Louisa Matilda Snelson (née Buck, 29 January 1844 – 15 December 1919) was a New Zealand civic leader. She and her husband George Snelson were considered the "father and mother of Palmerston North".

== Biography ==
Louisa Buck’s parents (Elizabeth Frances and Henry Gregory Buck, a blacksmith) and siblings arrived in New Zealand in March 1842 on board the ship Birman. Louisa was born in Wellington on 29 January 1844 and grew up there. She met and married George Snelson in 1865, and the couple lived in Wellington for the first years of their marriage.
They had two children: Frances Mary Halford in 1866 and George James Halford in 1868, however both died during infancy. Frances died at a few months old, and George was three years old.

In 1871, Snelson relocated to Palmerston North to join her husband, who had gone there the previous year to open a general store and ironmongery. She took with her the couple's ward, Matilda Montgomery, who was 16 years old at the time. As well as working in the store, Snelson provided a letter-writing service for the newly arrived Scandinavian settlers in the district, took in boarders and cared for children in her home.

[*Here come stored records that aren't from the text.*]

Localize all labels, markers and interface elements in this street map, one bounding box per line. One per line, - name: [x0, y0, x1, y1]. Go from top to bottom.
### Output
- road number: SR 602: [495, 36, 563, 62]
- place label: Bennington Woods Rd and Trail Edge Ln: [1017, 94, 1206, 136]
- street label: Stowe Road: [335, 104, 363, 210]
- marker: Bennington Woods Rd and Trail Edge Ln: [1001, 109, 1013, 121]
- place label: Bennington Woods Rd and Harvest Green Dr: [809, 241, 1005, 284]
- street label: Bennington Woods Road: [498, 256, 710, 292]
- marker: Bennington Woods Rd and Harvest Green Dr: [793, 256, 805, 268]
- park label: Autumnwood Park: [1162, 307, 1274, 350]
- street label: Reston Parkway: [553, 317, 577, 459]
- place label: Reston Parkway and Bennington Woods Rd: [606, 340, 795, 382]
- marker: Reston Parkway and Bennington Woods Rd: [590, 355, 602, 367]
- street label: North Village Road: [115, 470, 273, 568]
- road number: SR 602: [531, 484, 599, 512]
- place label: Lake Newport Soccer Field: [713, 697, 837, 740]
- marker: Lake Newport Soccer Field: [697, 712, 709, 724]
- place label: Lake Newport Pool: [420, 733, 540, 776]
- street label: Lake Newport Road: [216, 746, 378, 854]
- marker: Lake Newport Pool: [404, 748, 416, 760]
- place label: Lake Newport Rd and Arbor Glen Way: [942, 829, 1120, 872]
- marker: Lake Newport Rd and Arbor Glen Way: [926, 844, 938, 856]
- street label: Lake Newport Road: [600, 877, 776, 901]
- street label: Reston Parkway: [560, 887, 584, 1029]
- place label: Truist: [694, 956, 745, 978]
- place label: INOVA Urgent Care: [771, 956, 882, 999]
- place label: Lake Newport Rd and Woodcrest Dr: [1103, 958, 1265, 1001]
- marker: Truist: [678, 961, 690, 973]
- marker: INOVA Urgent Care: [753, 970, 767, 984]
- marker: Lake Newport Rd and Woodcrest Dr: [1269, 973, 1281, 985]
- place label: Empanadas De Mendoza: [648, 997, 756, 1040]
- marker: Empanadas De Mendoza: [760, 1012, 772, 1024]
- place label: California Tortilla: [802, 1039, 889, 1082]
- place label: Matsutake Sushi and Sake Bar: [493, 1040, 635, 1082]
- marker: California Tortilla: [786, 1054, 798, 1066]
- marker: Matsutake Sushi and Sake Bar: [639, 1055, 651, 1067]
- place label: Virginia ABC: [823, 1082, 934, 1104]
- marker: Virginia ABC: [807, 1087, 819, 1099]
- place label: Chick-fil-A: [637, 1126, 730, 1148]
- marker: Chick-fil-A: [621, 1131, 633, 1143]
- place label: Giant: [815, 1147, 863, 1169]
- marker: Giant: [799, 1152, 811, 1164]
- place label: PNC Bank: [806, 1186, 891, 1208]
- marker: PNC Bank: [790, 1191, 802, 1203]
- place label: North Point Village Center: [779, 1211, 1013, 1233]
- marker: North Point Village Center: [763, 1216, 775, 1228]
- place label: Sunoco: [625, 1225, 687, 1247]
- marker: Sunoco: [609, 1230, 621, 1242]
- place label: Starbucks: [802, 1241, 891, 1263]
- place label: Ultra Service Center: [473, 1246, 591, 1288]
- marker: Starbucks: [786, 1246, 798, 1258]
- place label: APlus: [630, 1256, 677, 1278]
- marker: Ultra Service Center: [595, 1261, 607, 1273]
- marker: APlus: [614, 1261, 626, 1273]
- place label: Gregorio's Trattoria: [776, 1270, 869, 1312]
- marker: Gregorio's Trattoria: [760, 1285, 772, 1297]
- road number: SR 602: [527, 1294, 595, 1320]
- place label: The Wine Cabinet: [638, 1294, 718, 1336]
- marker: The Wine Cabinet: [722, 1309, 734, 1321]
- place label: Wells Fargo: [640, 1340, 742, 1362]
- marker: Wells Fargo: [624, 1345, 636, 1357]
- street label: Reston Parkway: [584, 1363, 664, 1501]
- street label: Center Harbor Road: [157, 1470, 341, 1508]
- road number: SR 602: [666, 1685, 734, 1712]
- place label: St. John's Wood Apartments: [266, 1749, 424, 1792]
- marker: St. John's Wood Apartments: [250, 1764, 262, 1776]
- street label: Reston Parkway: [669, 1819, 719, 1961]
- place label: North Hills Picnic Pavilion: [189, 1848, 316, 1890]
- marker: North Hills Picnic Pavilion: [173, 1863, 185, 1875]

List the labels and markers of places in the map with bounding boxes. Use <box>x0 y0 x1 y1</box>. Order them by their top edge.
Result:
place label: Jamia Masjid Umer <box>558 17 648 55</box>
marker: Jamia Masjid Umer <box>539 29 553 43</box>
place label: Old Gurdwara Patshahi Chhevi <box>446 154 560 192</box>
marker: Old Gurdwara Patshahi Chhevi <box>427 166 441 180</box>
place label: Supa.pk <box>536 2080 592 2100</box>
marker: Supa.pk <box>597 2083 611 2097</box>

As the town grew, Snelson became involved in church initiatives – from October 1872, the Snelsons' home and store were used for Anglican church services and on 29 September 1875 Snelson laid the foundation stone for All Saints' Church, the first Anglican church in the town. From 1877 Snelson was Sunday school teacher at the church, and she also developed close relationships with Christian Māori at Awapuni.

Snelson later led a fund-raising campaign to open a public hospital, which culminated in the opening of the facility on 21 November 1893. Around 1890 she also began a petition, and then a fundraising campaign, to erect a statue of Rangitāne chief Te Peeti Te Aweawe. Snelson was invited to unveil the statue in The Square in Palmerston North in 1907.

After Snelson's husband died in 1901, she struggled financially and in 1903 she sold her home and moved to Sydney, Australia. When she returned to Palmerston North a few years later she earned money by selling paintings and giving art lessons. However, during World War I, she was also busy with patriotic projects such as organising donations of socks, stockings and mittens for Belgian war widows and supporting the local Patriotic Shop and the All Saint’s Children’s Home.

Louisa Snelson died in Whanganui on 15 December 1919, and she was buried at Terrace End Cemetery, Palmerston North.